Work to complete: Keep every character as it is and output all of the records.
****
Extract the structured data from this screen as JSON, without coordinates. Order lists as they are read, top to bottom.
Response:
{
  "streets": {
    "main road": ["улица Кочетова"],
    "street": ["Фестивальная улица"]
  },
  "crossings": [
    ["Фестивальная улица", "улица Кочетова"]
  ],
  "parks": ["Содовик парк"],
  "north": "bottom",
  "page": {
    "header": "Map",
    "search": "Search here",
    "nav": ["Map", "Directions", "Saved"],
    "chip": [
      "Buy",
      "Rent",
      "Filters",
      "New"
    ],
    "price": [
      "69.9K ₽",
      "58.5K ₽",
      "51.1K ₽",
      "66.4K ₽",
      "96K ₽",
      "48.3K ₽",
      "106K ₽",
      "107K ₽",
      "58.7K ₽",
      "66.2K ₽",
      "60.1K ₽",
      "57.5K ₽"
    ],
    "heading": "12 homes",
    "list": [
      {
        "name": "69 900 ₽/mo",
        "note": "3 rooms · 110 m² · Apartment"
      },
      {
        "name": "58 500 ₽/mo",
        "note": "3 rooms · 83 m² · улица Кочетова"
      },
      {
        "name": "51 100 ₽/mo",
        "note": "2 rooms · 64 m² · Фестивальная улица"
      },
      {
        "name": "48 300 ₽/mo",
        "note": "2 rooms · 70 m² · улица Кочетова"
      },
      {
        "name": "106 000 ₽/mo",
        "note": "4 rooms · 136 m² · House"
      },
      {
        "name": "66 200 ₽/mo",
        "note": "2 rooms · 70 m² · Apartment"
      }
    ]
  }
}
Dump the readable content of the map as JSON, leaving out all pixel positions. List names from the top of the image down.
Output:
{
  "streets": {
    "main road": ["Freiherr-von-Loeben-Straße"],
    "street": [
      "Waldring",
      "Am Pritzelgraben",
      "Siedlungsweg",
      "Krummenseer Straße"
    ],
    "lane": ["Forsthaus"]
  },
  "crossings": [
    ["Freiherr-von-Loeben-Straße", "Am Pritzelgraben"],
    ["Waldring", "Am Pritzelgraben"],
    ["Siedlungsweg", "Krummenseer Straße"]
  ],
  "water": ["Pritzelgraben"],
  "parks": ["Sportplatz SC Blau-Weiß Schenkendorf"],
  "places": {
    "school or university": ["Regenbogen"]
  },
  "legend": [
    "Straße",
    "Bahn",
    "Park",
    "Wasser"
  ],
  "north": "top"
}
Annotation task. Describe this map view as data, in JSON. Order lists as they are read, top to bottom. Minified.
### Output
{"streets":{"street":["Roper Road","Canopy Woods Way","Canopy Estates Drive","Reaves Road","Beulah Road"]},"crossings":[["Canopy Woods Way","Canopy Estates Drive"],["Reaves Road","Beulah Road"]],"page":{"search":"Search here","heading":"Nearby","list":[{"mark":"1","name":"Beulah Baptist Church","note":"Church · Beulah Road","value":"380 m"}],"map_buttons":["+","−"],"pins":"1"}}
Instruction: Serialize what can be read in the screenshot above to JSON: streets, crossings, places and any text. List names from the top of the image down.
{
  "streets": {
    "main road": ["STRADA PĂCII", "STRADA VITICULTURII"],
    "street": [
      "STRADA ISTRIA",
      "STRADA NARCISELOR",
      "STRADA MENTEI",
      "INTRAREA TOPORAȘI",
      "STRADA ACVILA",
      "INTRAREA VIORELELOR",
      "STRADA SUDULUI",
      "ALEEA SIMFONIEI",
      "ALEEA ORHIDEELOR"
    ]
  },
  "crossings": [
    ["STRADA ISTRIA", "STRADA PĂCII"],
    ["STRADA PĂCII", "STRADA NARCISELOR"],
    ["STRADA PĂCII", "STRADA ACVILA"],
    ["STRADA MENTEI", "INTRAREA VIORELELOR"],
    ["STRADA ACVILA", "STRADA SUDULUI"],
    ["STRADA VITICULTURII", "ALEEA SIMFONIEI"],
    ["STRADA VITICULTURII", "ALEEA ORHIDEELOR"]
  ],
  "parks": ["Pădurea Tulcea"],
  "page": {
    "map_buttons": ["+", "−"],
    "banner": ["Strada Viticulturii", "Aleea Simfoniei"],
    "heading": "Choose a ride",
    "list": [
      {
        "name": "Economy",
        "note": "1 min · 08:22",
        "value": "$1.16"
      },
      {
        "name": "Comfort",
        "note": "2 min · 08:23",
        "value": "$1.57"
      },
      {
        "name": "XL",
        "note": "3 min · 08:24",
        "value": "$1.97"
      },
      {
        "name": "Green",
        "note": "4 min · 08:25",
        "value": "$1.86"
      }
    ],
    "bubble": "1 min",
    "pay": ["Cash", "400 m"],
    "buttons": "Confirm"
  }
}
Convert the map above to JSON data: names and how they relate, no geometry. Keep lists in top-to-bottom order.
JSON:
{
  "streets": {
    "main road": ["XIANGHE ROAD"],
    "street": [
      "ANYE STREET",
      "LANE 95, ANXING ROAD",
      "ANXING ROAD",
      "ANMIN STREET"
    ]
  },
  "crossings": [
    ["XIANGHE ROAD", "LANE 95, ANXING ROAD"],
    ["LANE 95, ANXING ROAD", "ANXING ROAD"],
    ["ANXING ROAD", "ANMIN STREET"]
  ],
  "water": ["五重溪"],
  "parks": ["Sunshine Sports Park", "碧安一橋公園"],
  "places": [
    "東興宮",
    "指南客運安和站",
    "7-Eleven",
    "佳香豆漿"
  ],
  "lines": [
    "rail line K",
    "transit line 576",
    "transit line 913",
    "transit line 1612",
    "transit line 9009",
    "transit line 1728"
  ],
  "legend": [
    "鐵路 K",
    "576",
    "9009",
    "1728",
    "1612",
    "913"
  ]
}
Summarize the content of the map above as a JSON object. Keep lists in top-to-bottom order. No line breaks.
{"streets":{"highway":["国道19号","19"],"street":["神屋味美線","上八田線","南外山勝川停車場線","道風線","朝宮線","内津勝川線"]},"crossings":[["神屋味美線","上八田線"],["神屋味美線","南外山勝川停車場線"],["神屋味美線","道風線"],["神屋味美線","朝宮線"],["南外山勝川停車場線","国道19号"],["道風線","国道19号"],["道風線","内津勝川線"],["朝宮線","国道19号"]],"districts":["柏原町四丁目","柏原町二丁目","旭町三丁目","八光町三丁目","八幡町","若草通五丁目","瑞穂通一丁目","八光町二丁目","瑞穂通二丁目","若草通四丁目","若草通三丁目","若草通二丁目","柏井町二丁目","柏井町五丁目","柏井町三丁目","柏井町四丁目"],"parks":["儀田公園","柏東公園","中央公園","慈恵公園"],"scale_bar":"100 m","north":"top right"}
****
Exercise answer:
Extract the structured data from this screen as JSON, without coordinates. Order lists as they are read, top to bottom.
Response:
{
  "streets": {
    "main road": ["улица Кочетова"],
    "street": ["Фестивальная улица"]
  },
  "crossings": [
    ["Фестивальная улица", "улица Кочетова"]
  ],
  "parks": ["Содовик парк"],
  "north": "bottom",
  "page": {
    "header": "Map",
    "search": "Search here",
    "nav": ["Map", "Directions", "Saved"],
    "chip": [
      "Buy",
      "Rent",
      "Filters",
      "New"
    ],
    "price": [
      "69.9K ₽",
      "58.5K ₽",
      "51.1K ₽",
      "66.4K ₽",
      "96K ₽",
      "48.3K ₽",
      "106K ₽",
      "107K ₽",
      "58.7K ₽",
      "66.2K ₽",
      "60.1K ₽",
      "57.5K ₽"
    ],
    "heading": "12 homes",
    "list": [
      {
        "name": "69 900 ₽/mo",
        "note": "3 rooms · 110 m² · Apartment"
      },
      {
        "name": "58 500 ₽/mo",
        "note": "3 rooms · 83 m² · улица Кочетова"
      },
      {
        "name": "51 100 ₽/mo",
        "note": "2 rooms · 64 m² · Фестивальная улица"
      },
      {
        "name": "48 300 ₽/mo",
        "note": "2 rooms · 70 m² · улица Кочетова"
      },
      {
        "name": "106 000 ₽/mo",
        "note": "4 rooms · 136 m² · House"
      },
      {
        "name": "66 200 ₽/mo",
        "note": "2 rooms · 70 m² · Apartment"
      }
    ]
  }
}
Dump the readable content of the map as JSON, leaving out all pixel positions. List names from the top of the image down.
Output:
{
  "streets": {
    "main road": ["Freiherr-von-Loeben-Straße"],
    "street": [
      "Waldring",
      "Am Pritzelgraben",
      "Siedlungsweg",
      "Krummenseer Straße"
    ],
    "lane": ["Forsthaus"]
  },
  "crossings": [
    ["Freiherr-von-Loeben-Straße", "Am Pritzelgraben"],
    ["Waldring", "Am Pritzelgraben"],
    ["Siedlungsweg", "Krummenseer Straße"]
  ],
  "water": ["Pritzelgraben"],
  "parks": ["Sportplatz SC Blau-Weiß Schenkendorf"],
  "places": {
    "school or university": ["Regenbogen"]
  },
  "legend": [
    "Straße",
    "Bahn",
    "Park",
    "Wasser"
  ],
  "north": "top"
}
Annotation task. Describe this map view as data, in JSON. Order lists as they are read, top to bottom. Minified.
### Output
{"streets":{"street":["Roper Road","Canopy Woods Way","Canopy Estates Drive","Reaves Road","Beulah Road"]},"crossings":[["Canopy Woods Way","Canopy Estates Drive"],["Reaves Road","Beulah Road"]],"page":{"search":"Search here","heading":"Nearby","list":[{"mark":"1","name":"Beulah Baptist Church","note":"Church · Beulah Road","value":"380 m"}],"map_buttons":["+","−"],"pins":"1"}}
Instruction: Serialize what can be read in the screenshot above to JSON: streets, crossings, places and any text. List names from the top of the image down.
{
  "streets": {
    "main road": ["STRADA PĂCII", "STRADA VITICULTURII"],
    "street": [
      "STRADA ISTRIA",
      "STRADA NARCISELOR",
      "STRADA MENTEI",
      "INTRAREA TOPORAȘI",
      "STRADA ACVILA",
      "INTRAREA VIORELELOR",
      "STRADA SUDULUI",
      "ALEEA SIMFONIEI",
      "ALEEA ORHIDEELOR"
    ]
  },
  "crossings": [
    ["STRADA ISTRIA", "STRADA PĂCII"],
    ["STRADA PĂCII", "STRADA NARCISELOR"],
    ["STRADA PĂCII", "STRADA ACVILA"],
    ["STRADA MENTEI", "INTRAREA VIORELELOR"],
    ["STRADA ACVILA", "STRADA SUDULUI"],
    ["STRADA VITICULTURII", "ALEEA SIMFONIEI"],
    ["STRADA VITICULTURII", "ALEEA ORHIDEELOR"]
  ],
  "parks": ["Pădurea Tulcea"],
  "page": {
    "map_buttons": ["+", "−"],
    "banner": ["Strada Viticulturii", "Aleea Simfoniei"],
    "heading": "Choose a ride",
    "list": [
      {
        "name": "Economy",
        "note": "1 min · 08:22",
        "value": "$1.16"
      },
      {
        "name": "Comfort",
        "note": "2 min · 08:23",
        "value": "$1.57"
      },
      {
        "name": "XL",
        "note": "3 min · 08:24",
        "value": "$1.97"
      },
      {
        "name": "Green",
        "note": "4 min · 08:25",
        "value": "$1.86"
      }
    ],
    "bubble": "1 min",
    "pay": ["Cash", "400 m"],
    "buttons": "Confirm"
  }
}
Convert the map above to JSON data: names and how they relate, no geometry. Keep lists in top-to-bottom order.
JSON:
{
  "streets": {
    "main road": ["XIANGHE ROAD"],
    "street": [
      "ANYE STREET",
      "LANE 95, ANXING ROAD",
      "ANXING ROAD",
      "ANMIN STREET"
    ]
  },
  "crossings": [
    ["XIANGHE ROAD", "LANE 95, ANXING ROAD"],
    ["LANE 95, ANXING ROAD", "ANXING ROAD"],
    ["ANXING ROAD", "ANMIN STREET"]
  ],
  "water": ["五重溪"],
  "parks": ["Sunshine Sports Park", "碧安一橋公園"],
  "places": [
    "東興宮",
    "指南客運安和站",
    "7-Eleven",
    "佳香豆漿"
  ],
  "lines": [
    "rail line K",
    "transit line 576",
    "transit line 913",
    "transit line 1612",
    "transit line 9009",
    "transit line 1728"
  ],
  "legend": [
    "鐵路 K",
    "576",
    "9009",
    "1728",
    "1612",
    "913"
  ]
}
Summarize the content of the map above as a JSON object. Keep lists in top-to-bottom order. No line breaks.
{"streets":{"highway":["国道19号","19"],"street":["神屋味美線","上八田線","南外山勝川停車場線","道風線","朝宮線","内津勝川線"]},"crossings":[["神屋味美線","上八田線"],["神屋味美線","南外山勝川停車場線"],["神屋味美線","道風線"],["神屋味美線","朝宮線"],["南外山勝川停車場線","国道19号"],["道風線","国道19号"],["道風線","内津勝川線"],["朝宮線","国道19号"]],"districts":["柏原町四丁目","柏原町二丁目","旭町三丁目","八光町三丁目","八幡町","若草通五丁目","瑞穂通一丁目","八光町二丁目","瑞穂通二丁目","若草通四丁目","若草通三丁目","若草通二丁目","柏井町二丁目","柏井町五丁目","柏井町三丁目","柏井町四丁目"],"parks":["儀田公園","柏東公園","中央公園","慈恵公園"],"scale_bar":"100 m","north":"top right"}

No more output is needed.